**Working data**.
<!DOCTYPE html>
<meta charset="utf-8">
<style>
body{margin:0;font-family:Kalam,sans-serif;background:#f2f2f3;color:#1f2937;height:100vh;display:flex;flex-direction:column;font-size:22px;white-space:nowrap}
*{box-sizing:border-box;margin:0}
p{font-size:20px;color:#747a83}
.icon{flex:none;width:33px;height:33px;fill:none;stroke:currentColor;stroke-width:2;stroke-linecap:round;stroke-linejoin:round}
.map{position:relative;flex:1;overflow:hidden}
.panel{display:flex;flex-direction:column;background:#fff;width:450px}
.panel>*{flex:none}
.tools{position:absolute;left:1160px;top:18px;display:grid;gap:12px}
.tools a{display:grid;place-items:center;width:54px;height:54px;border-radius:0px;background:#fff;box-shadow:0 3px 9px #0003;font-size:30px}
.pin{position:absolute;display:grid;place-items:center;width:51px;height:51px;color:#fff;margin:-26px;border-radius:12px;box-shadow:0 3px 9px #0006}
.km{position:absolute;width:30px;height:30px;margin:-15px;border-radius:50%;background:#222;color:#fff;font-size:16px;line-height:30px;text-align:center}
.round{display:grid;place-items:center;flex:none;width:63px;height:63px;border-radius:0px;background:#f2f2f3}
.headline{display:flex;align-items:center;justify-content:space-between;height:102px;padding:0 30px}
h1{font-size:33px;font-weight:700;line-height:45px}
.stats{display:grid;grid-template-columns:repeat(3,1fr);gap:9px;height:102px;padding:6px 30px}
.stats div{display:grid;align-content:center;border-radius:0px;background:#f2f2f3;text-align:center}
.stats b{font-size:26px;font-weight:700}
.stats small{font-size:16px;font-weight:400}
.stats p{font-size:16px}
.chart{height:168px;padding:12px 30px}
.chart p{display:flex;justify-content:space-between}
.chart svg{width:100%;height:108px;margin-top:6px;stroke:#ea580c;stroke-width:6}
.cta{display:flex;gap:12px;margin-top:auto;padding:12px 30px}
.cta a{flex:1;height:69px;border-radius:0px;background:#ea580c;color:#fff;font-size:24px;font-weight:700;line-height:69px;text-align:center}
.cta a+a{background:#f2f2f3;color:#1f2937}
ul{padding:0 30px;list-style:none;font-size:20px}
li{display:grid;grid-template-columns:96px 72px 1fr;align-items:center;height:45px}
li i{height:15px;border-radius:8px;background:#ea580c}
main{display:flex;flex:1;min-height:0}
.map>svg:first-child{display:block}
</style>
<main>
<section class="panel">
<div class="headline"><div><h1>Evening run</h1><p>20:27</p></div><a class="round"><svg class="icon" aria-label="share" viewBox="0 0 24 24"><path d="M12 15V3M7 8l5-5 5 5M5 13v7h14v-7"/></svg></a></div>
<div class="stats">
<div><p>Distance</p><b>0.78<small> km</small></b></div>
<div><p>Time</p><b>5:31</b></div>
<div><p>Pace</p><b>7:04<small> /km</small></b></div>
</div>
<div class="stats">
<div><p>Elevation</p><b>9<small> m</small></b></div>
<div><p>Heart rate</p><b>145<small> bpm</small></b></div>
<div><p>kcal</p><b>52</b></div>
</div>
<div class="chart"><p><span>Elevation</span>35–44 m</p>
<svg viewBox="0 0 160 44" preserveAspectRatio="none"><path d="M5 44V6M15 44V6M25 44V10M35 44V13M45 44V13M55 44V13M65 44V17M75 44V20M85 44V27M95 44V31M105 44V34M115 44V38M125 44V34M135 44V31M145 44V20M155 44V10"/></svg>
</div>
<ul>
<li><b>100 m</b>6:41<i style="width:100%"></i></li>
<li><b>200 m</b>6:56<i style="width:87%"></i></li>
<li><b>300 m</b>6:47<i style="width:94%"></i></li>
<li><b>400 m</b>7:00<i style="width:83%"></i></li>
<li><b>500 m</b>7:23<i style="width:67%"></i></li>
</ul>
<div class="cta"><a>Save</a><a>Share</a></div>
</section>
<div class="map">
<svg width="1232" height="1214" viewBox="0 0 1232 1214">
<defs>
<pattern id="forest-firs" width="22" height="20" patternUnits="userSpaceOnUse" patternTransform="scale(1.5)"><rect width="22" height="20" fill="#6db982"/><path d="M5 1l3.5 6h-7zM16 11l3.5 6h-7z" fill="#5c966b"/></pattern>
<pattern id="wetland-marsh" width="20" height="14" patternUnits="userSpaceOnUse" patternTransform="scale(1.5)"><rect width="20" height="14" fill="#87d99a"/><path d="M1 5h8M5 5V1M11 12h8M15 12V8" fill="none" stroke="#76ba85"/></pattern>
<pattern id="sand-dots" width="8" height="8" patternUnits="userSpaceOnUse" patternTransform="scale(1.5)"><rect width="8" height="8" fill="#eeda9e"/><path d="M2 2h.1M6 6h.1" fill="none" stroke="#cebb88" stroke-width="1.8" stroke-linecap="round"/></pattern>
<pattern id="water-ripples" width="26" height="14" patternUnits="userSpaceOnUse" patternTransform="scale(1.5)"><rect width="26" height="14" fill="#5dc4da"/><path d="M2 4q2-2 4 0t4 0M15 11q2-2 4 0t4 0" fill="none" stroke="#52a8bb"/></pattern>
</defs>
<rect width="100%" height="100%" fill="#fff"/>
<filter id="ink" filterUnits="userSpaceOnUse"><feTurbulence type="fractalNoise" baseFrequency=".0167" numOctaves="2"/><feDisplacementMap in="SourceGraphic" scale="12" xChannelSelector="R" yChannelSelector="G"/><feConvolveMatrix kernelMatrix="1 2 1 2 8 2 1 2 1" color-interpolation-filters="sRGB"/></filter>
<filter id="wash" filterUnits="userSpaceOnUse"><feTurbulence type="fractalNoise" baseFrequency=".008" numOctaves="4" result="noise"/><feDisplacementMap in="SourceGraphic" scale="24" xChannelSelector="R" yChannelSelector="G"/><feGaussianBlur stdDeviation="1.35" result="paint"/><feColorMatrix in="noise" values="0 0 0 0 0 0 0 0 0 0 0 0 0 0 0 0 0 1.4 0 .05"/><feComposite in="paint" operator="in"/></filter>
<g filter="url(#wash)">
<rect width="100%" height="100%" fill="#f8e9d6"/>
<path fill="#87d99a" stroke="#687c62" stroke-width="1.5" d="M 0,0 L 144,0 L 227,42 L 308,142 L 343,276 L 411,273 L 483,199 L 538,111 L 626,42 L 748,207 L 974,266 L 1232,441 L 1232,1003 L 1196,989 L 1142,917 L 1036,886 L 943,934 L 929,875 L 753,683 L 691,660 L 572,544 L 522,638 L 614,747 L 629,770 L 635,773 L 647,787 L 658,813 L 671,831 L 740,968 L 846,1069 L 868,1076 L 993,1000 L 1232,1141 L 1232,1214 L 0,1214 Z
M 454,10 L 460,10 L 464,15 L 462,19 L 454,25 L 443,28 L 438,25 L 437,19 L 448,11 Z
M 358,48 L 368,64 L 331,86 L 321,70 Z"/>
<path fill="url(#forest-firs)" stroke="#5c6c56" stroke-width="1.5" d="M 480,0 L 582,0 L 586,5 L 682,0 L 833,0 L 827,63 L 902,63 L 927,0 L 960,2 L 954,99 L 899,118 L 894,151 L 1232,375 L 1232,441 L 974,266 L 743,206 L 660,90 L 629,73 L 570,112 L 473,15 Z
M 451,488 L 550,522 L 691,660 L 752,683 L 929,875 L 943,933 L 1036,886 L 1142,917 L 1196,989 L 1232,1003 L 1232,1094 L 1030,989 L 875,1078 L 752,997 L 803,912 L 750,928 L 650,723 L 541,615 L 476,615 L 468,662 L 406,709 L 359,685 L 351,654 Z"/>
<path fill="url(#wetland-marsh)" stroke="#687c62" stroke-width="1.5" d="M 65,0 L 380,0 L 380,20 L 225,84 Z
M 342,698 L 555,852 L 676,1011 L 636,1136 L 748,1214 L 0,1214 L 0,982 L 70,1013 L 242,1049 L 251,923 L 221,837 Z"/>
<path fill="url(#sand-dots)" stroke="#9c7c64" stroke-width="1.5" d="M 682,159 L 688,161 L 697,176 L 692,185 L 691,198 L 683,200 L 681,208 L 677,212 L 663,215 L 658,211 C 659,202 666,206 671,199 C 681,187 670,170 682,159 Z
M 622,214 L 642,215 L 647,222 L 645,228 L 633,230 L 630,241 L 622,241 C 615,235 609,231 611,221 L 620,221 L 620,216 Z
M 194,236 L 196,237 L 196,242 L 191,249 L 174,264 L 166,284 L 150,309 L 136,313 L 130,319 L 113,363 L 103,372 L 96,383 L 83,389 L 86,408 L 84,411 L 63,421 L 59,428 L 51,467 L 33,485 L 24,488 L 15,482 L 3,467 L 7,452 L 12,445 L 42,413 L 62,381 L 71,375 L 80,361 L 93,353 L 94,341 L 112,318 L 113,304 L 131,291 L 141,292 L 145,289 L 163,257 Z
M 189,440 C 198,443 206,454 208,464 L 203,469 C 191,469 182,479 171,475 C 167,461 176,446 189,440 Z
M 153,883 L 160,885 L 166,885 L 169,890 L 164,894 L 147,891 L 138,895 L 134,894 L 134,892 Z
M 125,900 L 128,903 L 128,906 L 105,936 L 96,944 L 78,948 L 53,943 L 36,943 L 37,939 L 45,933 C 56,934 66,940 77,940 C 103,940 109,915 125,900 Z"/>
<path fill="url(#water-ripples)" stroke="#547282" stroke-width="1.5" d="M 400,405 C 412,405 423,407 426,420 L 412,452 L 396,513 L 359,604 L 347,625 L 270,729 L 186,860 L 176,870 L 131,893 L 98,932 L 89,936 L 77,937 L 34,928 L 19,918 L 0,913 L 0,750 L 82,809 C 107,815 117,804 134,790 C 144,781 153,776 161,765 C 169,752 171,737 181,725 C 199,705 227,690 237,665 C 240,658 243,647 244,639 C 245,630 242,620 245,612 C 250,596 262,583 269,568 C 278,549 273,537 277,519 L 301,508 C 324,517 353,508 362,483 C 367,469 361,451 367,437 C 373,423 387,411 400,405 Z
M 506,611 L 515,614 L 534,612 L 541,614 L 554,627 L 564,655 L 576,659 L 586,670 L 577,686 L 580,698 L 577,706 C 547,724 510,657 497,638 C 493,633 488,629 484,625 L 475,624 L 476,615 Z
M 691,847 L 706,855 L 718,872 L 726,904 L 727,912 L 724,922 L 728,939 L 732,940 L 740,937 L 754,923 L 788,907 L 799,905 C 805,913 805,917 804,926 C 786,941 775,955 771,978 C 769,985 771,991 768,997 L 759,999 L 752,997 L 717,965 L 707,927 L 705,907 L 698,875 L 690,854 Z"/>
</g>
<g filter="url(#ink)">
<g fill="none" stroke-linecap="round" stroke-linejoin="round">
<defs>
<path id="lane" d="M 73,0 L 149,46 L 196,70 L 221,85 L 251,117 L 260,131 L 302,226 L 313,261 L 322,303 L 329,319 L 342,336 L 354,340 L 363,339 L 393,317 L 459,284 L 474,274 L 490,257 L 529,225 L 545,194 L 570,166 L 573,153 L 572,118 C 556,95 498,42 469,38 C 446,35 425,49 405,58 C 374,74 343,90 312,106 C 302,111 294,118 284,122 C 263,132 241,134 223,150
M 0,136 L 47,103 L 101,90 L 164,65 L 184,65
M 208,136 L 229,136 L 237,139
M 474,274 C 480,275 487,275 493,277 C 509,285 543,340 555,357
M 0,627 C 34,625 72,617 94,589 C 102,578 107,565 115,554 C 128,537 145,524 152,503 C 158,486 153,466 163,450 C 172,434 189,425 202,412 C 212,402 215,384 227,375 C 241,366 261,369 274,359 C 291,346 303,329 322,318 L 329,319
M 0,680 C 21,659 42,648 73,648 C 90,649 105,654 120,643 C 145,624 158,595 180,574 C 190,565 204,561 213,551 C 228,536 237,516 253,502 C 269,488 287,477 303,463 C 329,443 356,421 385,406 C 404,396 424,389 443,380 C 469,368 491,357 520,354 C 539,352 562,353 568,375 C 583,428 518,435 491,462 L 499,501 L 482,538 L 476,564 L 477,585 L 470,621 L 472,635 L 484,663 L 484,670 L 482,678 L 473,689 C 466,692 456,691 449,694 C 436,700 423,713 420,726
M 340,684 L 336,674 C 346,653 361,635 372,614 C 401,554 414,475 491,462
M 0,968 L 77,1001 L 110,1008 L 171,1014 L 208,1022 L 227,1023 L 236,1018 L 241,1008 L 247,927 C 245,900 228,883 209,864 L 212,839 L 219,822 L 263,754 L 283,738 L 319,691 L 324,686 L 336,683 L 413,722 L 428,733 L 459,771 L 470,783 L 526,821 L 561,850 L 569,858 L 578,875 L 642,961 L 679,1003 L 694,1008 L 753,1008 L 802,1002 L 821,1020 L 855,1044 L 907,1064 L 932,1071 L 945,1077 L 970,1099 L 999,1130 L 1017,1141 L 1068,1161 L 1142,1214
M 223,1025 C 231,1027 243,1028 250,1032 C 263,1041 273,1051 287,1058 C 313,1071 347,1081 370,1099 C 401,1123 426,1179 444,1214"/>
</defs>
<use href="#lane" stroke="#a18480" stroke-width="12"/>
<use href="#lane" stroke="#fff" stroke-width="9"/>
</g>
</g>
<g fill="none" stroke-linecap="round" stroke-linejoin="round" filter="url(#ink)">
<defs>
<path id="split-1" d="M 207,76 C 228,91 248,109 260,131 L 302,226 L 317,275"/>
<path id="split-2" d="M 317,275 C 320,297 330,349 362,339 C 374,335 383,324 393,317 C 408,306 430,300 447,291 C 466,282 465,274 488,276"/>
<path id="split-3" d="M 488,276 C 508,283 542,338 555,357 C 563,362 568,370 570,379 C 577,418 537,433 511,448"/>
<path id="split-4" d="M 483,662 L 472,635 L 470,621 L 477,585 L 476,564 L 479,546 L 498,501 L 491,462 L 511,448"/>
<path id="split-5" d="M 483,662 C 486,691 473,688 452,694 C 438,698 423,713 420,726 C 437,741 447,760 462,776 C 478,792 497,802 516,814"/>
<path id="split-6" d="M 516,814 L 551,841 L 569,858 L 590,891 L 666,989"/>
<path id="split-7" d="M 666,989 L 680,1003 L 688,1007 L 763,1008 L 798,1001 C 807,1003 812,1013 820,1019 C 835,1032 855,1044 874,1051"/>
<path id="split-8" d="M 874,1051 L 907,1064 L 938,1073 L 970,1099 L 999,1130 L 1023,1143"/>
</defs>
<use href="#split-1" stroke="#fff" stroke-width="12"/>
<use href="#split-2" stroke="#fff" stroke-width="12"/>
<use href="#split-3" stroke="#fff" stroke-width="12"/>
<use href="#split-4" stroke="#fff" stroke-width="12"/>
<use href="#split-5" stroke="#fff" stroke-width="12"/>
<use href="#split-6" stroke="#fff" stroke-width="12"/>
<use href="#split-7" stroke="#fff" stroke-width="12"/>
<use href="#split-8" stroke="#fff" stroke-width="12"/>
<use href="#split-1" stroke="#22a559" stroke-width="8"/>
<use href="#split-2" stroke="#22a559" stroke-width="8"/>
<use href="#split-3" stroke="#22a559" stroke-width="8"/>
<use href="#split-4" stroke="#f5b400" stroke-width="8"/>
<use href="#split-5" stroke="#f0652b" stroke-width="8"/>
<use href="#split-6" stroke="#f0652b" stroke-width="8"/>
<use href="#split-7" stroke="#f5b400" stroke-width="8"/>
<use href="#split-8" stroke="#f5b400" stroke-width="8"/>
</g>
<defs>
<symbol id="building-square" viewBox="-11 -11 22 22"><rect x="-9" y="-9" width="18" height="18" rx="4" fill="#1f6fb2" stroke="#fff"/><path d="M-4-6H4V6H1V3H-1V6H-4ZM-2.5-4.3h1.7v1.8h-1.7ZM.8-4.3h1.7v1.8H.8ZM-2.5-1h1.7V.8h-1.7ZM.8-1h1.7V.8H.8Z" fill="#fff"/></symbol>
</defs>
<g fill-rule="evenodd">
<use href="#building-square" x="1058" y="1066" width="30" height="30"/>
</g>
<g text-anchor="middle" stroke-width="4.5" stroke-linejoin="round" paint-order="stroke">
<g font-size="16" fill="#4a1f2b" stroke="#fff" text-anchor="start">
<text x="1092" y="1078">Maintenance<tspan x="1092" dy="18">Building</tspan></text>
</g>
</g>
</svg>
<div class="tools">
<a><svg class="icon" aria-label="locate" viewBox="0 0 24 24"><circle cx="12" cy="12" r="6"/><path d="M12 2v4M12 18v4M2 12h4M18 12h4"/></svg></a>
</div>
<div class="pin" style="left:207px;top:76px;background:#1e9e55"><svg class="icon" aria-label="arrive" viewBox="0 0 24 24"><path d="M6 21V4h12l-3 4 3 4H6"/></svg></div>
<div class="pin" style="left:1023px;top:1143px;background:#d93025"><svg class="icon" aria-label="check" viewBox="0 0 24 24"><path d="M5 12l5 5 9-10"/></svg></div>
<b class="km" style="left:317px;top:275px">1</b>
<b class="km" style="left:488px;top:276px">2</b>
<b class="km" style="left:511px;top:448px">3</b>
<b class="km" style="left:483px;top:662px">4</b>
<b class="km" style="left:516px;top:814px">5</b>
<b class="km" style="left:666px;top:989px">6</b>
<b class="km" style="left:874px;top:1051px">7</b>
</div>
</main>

**What is required**. If a line in the records contains "absolute", report it.

**Result**.
.tools{position:absolute;left:1160px;top:18px;display:grid;gap:12px}
.pin{position:absolute;display:grid;place-items:center;width:51px;height:51px;color:#fff;margin:-26px;border-radius:12px;box-shadow:0 3px 9px #0006}
.km{position:absolute;width:30px;height:30px;margin:-15px;border-radius:50%;background:#222;color:#fff;font-size:16px;line-height:30px;text-align:center}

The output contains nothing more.